(Extracted records)
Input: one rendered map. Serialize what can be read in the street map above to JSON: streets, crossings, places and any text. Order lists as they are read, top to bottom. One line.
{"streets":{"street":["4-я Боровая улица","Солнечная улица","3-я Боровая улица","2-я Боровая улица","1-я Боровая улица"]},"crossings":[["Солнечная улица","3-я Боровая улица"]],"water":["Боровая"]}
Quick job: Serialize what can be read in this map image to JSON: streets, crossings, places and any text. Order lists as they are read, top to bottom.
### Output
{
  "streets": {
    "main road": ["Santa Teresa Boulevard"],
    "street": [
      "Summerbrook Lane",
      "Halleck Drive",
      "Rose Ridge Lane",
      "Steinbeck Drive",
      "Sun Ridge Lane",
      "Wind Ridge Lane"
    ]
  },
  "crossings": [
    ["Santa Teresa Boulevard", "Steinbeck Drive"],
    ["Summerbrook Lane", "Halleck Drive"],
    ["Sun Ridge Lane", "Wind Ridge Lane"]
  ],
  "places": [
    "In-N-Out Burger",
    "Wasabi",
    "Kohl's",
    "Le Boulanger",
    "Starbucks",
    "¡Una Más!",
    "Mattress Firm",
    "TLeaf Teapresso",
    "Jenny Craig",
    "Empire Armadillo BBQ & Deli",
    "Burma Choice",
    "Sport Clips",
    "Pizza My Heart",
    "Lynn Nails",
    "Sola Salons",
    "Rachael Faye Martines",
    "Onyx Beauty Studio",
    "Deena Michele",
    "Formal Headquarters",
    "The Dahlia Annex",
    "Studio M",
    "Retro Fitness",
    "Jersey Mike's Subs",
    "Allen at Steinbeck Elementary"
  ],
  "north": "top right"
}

• _What this task involves_
The records above are to be duplicated word for word.

• _Written answer_
Input: one rendered map. Serialize what can be read in the street map above to JSON: streets, crossings, places and any text. Order lists as they are read, top to bottom. One line.
{"streets":{"street":["4-я Боровая улица","Солнечная улица","3-я Боровая улица","2-я Боровая улица","1-я Боровая улица"]},"crossings":[["Солнечная улица","3-я Боровая улица"]],"water":["Боровая"]}
Quick job: Serialize what can be read in this map image to JSON: streets, crossings, places and any text. Order lists as they are read, top to bottom.
### Output
{
  "streets": {
    "main road": ["Santa Teresa Boulevard"],
    "street": [
      "Summerbrook Lane",
      "Halleck Drive",
      "Rose Ridge Lane",
      "Steinbeck Drive",
      "Sun Ridge Lane",
      "Wind Ridge Lane"
    ]
  },
  "crossings": [
    ["Santa Teresa Boulevard", "Steinbeck Drive"],
    ["Summerbrook Lane", "Halleck Drive"],
    ["Sun Ridge Lane", "Wind Ridge Lane"]
  ],
  "places": [
    "In-N-Out Burger",
    "Wasabi",
    "Kohl's",
    "Le Boulanger",
    "Starbucks",
    "¡Una Más!",
    "Mattress Firm",
    "TLeaf Teapresso",
    "Jenny Craig",
    "Empire Armadillo BBQ & Deli",
    "Burma Choice",
    "Sport Clips",
    "Pizza My Heart",
    "Lynn Nails",
    "Sola Salons",
    "Rachael Faye Martines",
    "Onyx Beauty Studio",
    "Deena Michele",
    "Formal Headquarters",
    "The Dahlia Annex",
    "Studio M",
    "Retro Fitness",
    "Jersey Mike's Subs",
    "Allen at Steinbeck Elementary"
  ],
  "north": "top right"
}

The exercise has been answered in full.